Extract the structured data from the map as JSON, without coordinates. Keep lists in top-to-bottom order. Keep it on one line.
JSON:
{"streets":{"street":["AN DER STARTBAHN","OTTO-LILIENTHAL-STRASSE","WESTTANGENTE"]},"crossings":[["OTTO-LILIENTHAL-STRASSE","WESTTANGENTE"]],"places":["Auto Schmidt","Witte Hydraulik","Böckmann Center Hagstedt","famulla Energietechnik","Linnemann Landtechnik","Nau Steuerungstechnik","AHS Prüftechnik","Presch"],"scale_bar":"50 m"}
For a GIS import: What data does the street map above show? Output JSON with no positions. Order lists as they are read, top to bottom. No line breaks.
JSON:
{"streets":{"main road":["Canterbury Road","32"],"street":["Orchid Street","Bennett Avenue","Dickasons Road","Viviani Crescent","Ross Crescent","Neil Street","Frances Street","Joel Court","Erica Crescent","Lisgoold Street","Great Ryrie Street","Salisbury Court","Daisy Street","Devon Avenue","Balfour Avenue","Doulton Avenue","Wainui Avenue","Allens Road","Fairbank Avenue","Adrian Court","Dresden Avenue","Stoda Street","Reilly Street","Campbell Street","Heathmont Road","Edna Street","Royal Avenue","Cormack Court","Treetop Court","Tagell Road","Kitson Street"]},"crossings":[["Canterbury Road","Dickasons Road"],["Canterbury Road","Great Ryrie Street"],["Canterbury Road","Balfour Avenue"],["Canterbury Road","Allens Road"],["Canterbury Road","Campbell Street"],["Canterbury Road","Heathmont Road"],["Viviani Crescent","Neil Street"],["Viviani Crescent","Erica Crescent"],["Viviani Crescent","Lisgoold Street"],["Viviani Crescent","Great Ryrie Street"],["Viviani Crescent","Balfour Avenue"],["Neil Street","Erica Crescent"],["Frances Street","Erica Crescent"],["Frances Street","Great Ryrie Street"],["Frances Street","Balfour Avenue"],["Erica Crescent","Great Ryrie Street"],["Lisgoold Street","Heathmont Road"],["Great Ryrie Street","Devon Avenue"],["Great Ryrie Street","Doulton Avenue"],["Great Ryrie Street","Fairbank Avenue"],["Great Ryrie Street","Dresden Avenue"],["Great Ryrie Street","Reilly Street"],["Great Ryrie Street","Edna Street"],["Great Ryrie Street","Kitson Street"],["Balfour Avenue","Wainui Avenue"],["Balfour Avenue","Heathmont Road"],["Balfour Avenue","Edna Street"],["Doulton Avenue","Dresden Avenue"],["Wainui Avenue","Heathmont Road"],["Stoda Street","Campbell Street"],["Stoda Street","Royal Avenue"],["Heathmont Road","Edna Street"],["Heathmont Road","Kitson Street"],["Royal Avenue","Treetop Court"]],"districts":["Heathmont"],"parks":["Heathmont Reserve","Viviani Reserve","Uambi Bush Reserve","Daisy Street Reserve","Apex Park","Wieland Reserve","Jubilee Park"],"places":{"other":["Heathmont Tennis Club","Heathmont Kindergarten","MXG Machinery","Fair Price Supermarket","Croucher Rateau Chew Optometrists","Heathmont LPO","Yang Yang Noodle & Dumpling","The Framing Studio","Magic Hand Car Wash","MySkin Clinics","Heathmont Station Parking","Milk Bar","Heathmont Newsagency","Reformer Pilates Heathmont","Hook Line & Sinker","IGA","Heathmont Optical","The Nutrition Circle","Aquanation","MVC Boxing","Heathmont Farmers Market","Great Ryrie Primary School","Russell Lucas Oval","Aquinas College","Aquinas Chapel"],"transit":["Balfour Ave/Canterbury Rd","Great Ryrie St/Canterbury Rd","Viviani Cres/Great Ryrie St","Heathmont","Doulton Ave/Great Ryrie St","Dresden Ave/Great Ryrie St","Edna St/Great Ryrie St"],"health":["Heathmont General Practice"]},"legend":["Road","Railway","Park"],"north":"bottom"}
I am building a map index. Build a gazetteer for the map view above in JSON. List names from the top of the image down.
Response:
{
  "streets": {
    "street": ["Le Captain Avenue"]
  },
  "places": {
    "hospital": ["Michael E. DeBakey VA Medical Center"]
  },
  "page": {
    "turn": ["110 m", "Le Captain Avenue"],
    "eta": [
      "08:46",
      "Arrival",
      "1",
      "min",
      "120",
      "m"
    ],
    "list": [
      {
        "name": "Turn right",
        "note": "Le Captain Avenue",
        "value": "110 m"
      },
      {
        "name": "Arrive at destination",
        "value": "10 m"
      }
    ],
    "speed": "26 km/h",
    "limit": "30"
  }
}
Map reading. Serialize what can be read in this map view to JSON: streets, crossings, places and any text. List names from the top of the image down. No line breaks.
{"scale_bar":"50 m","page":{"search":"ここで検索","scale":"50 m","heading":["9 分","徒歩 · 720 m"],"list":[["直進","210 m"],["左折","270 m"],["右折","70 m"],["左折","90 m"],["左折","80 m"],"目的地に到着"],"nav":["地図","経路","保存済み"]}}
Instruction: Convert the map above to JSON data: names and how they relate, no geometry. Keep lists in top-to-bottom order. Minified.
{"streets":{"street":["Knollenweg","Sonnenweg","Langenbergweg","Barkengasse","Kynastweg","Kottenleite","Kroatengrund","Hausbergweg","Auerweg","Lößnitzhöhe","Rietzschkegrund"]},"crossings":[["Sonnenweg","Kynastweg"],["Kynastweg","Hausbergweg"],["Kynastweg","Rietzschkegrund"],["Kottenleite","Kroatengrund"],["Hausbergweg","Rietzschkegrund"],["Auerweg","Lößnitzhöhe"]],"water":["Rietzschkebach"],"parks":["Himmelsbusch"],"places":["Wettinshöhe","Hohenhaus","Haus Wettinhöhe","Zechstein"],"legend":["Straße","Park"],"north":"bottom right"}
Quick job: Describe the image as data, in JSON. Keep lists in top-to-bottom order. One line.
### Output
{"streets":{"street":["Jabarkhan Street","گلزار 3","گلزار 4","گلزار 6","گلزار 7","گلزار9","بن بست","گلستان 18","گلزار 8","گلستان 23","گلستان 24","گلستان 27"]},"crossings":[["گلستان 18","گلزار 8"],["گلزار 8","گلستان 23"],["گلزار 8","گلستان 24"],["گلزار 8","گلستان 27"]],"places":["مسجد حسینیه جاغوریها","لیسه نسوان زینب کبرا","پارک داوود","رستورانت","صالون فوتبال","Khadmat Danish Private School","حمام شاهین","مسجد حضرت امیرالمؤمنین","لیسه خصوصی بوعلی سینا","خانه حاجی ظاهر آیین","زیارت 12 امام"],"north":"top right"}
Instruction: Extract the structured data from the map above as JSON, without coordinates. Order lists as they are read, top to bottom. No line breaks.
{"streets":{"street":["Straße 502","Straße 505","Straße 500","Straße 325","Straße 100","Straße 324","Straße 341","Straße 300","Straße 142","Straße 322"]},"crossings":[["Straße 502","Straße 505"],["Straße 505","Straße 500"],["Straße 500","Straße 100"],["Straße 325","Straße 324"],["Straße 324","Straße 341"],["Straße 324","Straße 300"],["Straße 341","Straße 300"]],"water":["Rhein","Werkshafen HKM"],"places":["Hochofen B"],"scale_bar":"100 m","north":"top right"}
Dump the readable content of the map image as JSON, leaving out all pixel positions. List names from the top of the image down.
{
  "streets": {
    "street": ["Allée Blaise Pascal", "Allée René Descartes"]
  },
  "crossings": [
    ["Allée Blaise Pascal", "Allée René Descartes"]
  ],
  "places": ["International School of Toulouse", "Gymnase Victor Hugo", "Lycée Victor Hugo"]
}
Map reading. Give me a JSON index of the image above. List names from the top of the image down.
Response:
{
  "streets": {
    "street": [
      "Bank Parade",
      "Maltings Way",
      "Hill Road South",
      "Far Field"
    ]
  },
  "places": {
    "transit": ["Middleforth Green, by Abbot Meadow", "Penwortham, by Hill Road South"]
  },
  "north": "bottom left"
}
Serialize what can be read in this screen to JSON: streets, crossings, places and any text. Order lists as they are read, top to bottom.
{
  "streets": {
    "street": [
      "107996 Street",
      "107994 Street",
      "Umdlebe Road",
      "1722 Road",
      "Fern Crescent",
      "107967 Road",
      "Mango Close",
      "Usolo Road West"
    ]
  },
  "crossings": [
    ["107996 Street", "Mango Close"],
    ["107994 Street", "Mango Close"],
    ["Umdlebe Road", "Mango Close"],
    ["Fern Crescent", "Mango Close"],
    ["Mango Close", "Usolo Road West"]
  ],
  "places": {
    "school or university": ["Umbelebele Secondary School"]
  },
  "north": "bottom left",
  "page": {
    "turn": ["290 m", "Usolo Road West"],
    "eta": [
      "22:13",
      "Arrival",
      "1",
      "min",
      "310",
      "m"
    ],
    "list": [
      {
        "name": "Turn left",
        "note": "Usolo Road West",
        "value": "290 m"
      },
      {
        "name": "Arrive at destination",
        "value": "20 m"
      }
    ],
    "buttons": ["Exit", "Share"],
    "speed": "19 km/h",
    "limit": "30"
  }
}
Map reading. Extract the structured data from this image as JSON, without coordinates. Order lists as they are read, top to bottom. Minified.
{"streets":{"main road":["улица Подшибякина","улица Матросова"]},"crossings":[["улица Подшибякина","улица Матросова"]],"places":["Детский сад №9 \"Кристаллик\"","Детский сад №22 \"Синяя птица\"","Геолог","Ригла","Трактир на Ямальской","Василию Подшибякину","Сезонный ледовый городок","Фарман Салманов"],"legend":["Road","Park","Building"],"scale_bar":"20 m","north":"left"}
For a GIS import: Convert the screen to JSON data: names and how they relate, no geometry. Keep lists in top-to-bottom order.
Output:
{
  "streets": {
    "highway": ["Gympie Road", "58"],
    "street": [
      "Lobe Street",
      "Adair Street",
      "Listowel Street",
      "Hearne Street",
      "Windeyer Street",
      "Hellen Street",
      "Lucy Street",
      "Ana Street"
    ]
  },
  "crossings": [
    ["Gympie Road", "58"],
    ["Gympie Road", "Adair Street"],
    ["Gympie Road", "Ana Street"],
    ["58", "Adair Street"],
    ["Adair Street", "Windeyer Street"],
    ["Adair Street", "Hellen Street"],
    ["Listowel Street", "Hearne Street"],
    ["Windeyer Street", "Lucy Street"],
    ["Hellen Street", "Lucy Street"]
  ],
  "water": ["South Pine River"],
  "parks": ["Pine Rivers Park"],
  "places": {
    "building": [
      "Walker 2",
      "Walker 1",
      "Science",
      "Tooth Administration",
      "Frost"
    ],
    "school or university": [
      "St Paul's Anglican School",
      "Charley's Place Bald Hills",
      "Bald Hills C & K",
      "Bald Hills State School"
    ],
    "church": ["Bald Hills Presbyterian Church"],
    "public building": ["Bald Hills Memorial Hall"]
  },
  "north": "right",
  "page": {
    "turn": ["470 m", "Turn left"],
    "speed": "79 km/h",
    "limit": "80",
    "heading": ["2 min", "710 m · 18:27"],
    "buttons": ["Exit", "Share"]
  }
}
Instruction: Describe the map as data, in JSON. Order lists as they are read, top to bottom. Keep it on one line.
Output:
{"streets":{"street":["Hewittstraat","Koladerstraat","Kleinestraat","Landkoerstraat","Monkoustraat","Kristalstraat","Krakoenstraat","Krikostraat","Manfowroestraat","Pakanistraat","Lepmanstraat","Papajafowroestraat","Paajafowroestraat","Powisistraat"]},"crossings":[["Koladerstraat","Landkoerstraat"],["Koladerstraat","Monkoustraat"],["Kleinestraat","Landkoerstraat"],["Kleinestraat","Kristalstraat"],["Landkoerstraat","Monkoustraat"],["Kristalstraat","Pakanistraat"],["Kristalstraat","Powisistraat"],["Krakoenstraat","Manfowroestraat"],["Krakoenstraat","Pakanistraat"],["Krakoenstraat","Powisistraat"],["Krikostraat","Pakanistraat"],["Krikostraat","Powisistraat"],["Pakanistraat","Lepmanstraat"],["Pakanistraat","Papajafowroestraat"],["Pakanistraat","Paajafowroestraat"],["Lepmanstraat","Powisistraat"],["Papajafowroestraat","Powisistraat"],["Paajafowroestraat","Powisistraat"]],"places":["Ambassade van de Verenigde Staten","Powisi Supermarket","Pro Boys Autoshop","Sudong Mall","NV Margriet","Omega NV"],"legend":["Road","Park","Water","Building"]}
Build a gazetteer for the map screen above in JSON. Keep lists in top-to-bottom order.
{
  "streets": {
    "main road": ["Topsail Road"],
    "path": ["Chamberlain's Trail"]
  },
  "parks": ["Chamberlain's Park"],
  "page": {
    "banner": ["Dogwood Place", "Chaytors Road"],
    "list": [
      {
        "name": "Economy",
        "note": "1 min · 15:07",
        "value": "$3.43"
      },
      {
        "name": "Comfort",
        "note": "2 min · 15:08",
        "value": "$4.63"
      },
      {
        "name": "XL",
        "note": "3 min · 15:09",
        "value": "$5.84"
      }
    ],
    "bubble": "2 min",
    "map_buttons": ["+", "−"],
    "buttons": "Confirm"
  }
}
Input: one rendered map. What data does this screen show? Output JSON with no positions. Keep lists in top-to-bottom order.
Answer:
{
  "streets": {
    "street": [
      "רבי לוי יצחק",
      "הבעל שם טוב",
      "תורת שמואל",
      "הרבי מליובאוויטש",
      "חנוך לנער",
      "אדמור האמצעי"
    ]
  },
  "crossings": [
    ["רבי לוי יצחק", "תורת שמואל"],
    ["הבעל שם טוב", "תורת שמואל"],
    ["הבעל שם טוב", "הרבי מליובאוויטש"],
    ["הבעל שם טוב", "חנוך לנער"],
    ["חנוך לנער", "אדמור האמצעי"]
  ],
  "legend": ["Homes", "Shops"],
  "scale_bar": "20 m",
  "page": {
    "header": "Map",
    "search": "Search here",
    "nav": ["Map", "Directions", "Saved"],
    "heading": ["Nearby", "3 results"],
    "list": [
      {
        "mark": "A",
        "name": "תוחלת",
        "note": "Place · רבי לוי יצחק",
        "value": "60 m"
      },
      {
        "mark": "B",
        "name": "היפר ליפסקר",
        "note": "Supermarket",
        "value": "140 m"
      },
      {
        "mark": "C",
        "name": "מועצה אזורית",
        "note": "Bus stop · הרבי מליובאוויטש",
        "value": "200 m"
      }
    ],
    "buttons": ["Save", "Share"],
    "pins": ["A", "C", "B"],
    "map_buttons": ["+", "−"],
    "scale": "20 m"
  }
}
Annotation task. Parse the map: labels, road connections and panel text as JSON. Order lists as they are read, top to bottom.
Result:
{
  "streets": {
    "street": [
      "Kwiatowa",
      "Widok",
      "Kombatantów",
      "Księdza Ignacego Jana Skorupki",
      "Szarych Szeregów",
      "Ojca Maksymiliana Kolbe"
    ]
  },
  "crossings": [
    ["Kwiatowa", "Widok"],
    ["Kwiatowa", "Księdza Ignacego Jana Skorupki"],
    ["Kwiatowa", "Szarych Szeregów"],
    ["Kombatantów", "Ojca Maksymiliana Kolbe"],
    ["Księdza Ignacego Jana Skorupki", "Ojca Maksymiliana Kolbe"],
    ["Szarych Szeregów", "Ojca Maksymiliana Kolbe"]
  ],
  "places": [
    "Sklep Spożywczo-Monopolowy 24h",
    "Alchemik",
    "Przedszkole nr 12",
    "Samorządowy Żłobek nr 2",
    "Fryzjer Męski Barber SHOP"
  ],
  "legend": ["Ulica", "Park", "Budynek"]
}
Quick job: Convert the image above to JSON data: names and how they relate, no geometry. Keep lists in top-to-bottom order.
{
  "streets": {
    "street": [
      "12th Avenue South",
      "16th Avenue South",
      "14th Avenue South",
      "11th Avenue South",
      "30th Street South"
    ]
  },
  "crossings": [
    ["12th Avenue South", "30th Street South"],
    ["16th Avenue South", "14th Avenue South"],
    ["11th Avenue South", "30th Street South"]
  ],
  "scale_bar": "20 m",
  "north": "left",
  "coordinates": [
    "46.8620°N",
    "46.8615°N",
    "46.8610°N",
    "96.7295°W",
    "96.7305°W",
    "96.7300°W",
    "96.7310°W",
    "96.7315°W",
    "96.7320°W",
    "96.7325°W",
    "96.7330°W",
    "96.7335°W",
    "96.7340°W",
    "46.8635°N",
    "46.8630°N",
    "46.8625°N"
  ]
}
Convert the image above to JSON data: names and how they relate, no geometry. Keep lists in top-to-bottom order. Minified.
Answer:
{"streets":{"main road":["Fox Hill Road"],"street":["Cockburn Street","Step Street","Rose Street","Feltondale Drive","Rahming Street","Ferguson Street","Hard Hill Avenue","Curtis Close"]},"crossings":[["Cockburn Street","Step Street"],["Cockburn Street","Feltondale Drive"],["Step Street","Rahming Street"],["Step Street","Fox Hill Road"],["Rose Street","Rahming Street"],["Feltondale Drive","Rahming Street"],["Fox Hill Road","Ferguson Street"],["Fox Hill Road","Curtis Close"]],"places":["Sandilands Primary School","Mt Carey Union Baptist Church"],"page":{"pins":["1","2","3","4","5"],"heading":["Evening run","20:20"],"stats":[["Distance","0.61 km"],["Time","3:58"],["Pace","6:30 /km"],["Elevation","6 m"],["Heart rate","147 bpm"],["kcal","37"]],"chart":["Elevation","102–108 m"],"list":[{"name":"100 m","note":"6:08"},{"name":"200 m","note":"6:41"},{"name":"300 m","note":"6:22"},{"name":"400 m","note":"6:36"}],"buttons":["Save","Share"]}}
######
> [TASK BRIEF] What do the lines of the material read, from the first through the line with "For a GIS import: What"? Transcribe them exactly and stop there.

> [EXERCISE ANSWER]
Extract the structured data from the map as JSON, without coordinates. Keep lists in top-to-bottom order. Keep it on one line.
JSON:
{"streets":{"street":["AN DER STARTBAHN","OTTO-LILIENTHAL-STRASSE","WESTTANGENTE"]},"crossings":[["OTTO-LILIENTHAL-STRASSE","WESTTANGENTE"]],"places":["Auto Schmidt","Witte Hydraulik","Böckmann Center Hagstedt","famulla Energietechnik","Linnemann Landtechnik","Nau Steuerungstechnik","AHS Prüftechnik","Presch"],"scale_bar":"50 m"}
For a GIS import: What data does the street map above show? Output JSON with no positions. Order lists as they are read, top to bottom. No line breaks.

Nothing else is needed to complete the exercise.